*** Materials provided ***

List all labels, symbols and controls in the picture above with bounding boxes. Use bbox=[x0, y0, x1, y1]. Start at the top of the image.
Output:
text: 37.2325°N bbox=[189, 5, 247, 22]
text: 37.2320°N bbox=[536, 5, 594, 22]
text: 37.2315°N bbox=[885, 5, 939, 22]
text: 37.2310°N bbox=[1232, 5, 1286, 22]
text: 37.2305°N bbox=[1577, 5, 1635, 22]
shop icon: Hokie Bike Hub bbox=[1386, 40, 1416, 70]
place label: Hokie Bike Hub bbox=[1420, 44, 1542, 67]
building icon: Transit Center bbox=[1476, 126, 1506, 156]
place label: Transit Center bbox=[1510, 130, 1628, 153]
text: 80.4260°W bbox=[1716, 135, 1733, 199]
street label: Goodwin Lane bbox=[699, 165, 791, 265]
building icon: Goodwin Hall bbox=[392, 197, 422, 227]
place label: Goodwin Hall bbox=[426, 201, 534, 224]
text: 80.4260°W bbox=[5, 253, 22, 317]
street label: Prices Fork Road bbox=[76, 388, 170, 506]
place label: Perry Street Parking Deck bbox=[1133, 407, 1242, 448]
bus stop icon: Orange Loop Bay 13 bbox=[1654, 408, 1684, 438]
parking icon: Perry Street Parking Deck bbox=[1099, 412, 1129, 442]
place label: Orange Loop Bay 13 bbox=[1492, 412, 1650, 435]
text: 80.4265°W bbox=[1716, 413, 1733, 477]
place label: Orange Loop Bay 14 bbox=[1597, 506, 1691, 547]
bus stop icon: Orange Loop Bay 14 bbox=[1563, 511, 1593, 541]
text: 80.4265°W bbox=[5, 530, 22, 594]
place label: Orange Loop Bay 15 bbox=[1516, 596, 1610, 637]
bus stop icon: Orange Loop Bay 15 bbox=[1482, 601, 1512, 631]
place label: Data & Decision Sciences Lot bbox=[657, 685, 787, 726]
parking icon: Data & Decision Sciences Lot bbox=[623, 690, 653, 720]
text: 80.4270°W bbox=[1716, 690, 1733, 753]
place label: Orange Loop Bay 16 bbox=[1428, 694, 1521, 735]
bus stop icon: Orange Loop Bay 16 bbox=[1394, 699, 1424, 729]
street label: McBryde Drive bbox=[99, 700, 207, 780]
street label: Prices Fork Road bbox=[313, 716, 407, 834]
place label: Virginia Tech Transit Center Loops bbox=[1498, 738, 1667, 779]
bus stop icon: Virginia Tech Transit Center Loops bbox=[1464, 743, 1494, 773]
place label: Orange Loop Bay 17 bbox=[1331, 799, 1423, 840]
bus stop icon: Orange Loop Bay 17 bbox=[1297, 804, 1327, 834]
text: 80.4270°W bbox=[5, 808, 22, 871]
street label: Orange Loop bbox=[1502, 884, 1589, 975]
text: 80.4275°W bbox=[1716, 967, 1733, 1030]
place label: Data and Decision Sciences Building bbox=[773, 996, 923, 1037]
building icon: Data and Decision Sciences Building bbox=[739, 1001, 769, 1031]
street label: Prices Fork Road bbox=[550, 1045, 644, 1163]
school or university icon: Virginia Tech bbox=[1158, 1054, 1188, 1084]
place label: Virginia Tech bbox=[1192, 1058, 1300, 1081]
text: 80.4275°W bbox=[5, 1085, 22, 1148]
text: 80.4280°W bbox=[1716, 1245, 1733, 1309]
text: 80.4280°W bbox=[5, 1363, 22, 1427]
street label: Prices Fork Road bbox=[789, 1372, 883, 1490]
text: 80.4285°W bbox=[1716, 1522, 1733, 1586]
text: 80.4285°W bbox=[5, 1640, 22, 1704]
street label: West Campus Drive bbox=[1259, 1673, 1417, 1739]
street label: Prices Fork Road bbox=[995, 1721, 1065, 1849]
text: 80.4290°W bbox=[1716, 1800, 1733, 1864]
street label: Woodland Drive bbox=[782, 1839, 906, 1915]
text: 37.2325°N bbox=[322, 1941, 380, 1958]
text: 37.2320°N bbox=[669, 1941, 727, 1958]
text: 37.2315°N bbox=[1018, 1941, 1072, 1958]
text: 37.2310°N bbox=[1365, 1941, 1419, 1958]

*** End of Materials provided ***

__Exercise aim__. The answer must be the full listing, restated word for word.

__Completed task__.
List all labels, symbols and controls in the picture above with bounding boxes. Use bbox=[x0, y0, x1, y1]. Start at the top of the image.
Output:
text: 37.2325°N bbox=[189, 5, 247, 22]
text: 37.2320°N bbox=[536, 5, 594, 22]
text: 37.2315°N bbox=[885, 5, 939, 22]
text: 37.2310°N bbox=[1232, 5, 1286, 22]
text: 37.2305°N bbox=[1577, 5, 1635, 22]
shop icon: Hokie Bike Hub bbox=[1386, 40, 1416, 70]
place label: Hokie Bike Hub bbox=[1420, 44, 1542, 67]
building icon: Transit Center bbox=[1476, 126, 1506, 156]
place label: Transit Center bbox=[1510, 130, 1628, 153]
text: 80.4260°W bbox=[1716, 135, 1733, 199]
street label: Goodwin Lane bbox=[699, 165, 791, 265]
building icon: Goodwin Hall bbox=[392, 197, 422, 227]
place label: Goodwin Hall bbox=[426, 201, 534, 224]
text: 80.4260°W bbox=[5, 253, 22, 317]
street label: Prices Fork Road bbox=[76, 388, 170, 506]
place label: Perry Street Parking Deck bbox=[1133, 407, 1242, 448]
bus stop icon: Orange Loop Bay 13 bbox=[1654, 408, 1684, 438]
parking icon: Perry Street Parking Deck bbox=[1099, 412, 1129, 442]
place label: Orange Loop Bay 13 bbox=[1492, 412, 1650, 435]
text: 80.4265°W bbox=[1716, 413, 1733, 477]
place label: Orange Loop Bay 14 bbox=[1597, 506, 1691, 547]
bus stop icon: Orange Loop Bay 14 bbox=[1563, 511, 1593, 541]
text: 80.4265°W bbox=[5, 530, 22, 594]
place label: Orange Loop Bay 15 bbox=[1516, 596, 1610, 637]
bus stop icon: Orange Loop Bay 15 bbox=[1482, 601, 1512, 631]
place label: Data & Decision Sciences Lot bbox=[657, 685, 787, 726]
parking icon: Data & Decision Sciences Lot bbox=[623, 690, 653, 720]
text: 80.4270°W bbox=[1716, 690, 1733, 753]
place label: Orange Loop Bay 16 bbox=[1428, 694, 1521, 735]
bus stop icon: Orange Loop Bay 16 bbox=[1394, 699, 1424, 729]
street label: McBryde Drive bbox=[99, 700, 207, 780]
street label: Prices Fork Road bbox=[313, 716, 407, 834]
place label: Virginia Tech Transit Center Loops bbox=[1498, 738, 1667, 779]
bus stop icon: Virginia Tech Transit Center Loops bbox=[1464, 743, 1494, 773]
place label: Orange Loop Bay 17 bbox=[1331, 799, 1423, 840]
bus stop icon: Orange Loop Bay 17 bbox=[1297, 804, 1327, 834]
text: 80.4270°W bbox=[5, 808, 22, 871]
street label: Orange Loop bbox=[1502, 884, 1589, 975]
text: 80.4275°W bbox=[1716, 967, 1733, 1030]
place label: Data and Decision Sciences Building bbox=[773, 996, 923, 1037]
building icon: Data and Decision Sciences Building bbox=[739, 1001, 769, 1031]
street label: Prices Fork Road bbox=[550, 1045, 644, 1163]
school or university icon: Virginia Tech bbox=[1158, 1054, 1188, 1084]
place label: Virginia Tech bbox=[1192, 1058, 1300, 1081]
text: 80.4275°W bbox=[5, 1085, 22, 1148]
text: 80.4280°W bbox=[1716, 1245, 1733, 1309]
text: 80.4280°W bbox=[5, 1363, 22, 1427]
street label: Prices Fork Road bbox=[789, 1372, 883, 1490]
text: 80.4285°W bbox=[1716, 1522, 1733, 1586]
text: 80.4285°W bbox=[5, 1640, 22, 1704]
street label: West Campus Drive bbox=[1259, 1673, 1417, 1739]
street label: Prices Fork Road bbox=[995, 1721, 1065, 1849]
text: 80.4290°W bbox=[1716, 1800, 1733, 1864]
street label: Woodland Drive bbox=[782, 1839, 906, 1915]
text: 37.2325°N bbox=[322, 1941, 380, 1958]
text: 37.2320°N bbox=[669, 1941, 727, 1958]
text: 37.2315°N bbox=[1018, 1941, 1072, 1958]
text: 37.2310°N bbox=[1365, 1941, 1419, 1958]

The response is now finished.